Chefs dont get paid per recipe. If you want a vegan/gluten free baker, you just offer them a certain wage and they work for you. They might not even want you to see their recipes. I would just put an ad on Craigslist for a baker if you can afford one.


----------



## meezenplaz (Jan 31, 2012)

25 years ago paying a chef for unique recipes may have been justified. When i started out cooking Italian,, things like pizza dough recipes were handed to you on notebook paper or verbally taught. But everything is available on the net now....for free.
And there are very few original innovations anymore. Look at it this way...if your average 20.00 cookbook contains 100 recipes, that's 20 cents per recipe. If you're still feeling compelled to pay...you might start there.


----------



## foodpump (Oct 10, 2005)

Patrick Spriggs said:


> make sure it's raw cacAo not cocoa. the former is super good for you, the latter is refined and full of preservatives and additives.


I have never, ever, heard of such a thing in my life.

Look, a cocoa bean is 100% cocoa bean. It grows in pods, the pods are cut down, the fruit (white fleshy fruit with the bean imbedded in the middle) scooped out and it is fermented. Yes fermented, piled into a heap covered with banana leaves an left to ferment for several days. A bean not fermented will have "0" flavour, nada, diddly squat.

After this the bean is dried under the hot sun, then bagged and shipped all around the world.

So far no "additives" or "preservatives" have been used, O.K.?

At the factory the beans are cleaned with air blasts, then roasted.

So far no "additives" or preservatives" have been used, O.K.?

Next the beans are crushed, then milled finer and finer, at this stage they have the consistency of peanut butter.

So far no "additives" or "preservatives" have been added

This paste is put into hydraulic presses, and under tremendous pressure, cocoa butter is extracted. The bean naturally contains over 50% cocoa butter, most cocoa powders have a residual amount of cocoa butter of 10-12%.

Still nothing has been added at this stage.

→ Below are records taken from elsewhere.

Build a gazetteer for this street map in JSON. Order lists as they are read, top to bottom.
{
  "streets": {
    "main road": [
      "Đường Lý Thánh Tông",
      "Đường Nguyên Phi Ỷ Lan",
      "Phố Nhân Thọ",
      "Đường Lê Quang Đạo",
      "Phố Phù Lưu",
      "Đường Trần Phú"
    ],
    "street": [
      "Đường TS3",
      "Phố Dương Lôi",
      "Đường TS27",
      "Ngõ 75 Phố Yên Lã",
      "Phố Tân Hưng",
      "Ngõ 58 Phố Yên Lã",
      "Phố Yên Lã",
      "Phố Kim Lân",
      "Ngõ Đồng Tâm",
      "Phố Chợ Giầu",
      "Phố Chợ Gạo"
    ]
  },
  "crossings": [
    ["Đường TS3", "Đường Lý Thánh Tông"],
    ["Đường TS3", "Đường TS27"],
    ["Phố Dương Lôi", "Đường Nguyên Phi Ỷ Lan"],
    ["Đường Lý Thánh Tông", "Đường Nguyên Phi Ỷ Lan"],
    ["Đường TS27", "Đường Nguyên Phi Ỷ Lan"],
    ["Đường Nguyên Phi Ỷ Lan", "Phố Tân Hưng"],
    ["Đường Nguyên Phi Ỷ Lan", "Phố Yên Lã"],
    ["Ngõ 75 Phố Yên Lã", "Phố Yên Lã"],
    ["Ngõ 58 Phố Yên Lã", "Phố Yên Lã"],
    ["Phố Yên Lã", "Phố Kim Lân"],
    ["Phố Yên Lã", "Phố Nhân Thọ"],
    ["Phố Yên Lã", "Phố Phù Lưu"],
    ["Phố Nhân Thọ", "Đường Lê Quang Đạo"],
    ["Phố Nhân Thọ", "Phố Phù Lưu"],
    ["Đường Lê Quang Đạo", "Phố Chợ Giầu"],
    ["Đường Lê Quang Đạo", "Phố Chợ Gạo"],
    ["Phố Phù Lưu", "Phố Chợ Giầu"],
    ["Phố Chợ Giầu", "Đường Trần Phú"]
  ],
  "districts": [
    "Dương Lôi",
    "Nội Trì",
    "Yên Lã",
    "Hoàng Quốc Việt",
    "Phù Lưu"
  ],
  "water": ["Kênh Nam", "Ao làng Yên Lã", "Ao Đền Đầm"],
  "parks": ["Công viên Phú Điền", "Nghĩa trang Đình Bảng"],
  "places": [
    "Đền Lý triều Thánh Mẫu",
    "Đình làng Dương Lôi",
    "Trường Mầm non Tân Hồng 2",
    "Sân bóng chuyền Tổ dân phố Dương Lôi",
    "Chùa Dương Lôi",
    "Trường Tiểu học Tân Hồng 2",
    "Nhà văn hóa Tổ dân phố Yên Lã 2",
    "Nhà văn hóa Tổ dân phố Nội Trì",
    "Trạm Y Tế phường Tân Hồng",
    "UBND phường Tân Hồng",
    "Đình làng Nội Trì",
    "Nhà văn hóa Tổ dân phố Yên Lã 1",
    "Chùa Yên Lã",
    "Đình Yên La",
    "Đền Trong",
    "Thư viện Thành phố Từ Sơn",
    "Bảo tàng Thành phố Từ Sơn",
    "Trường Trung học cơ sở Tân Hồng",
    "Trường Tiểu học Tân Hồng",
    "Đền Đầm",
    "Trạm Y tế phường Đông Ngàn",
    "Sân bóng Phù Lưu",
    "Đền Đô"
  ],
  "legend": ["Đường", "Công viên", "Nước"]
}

After the butter extraction, the resulting cake is ground up, and Presto! you have cocoa powder

*Nothing has been added during this whole process*

There is no need to add "preservatives" or "additives" to cocoa powder. There is no water in cocoa powder, so it can't go bad. Sure it can go stale, eventually, but it can't go bad.

If you like, I can educate on the making of chocolate, of which, even the most inferior eastern european and american chocoaltes don't add "preservatives" in chocolate for the simple reason that there is no water. No water, it can't go bad. It can go stale, eventually, but it can't go bad. Milk chocolates will eventually go rancid, on account of the milk powder, but there is no "preservatives" in milk chocolate.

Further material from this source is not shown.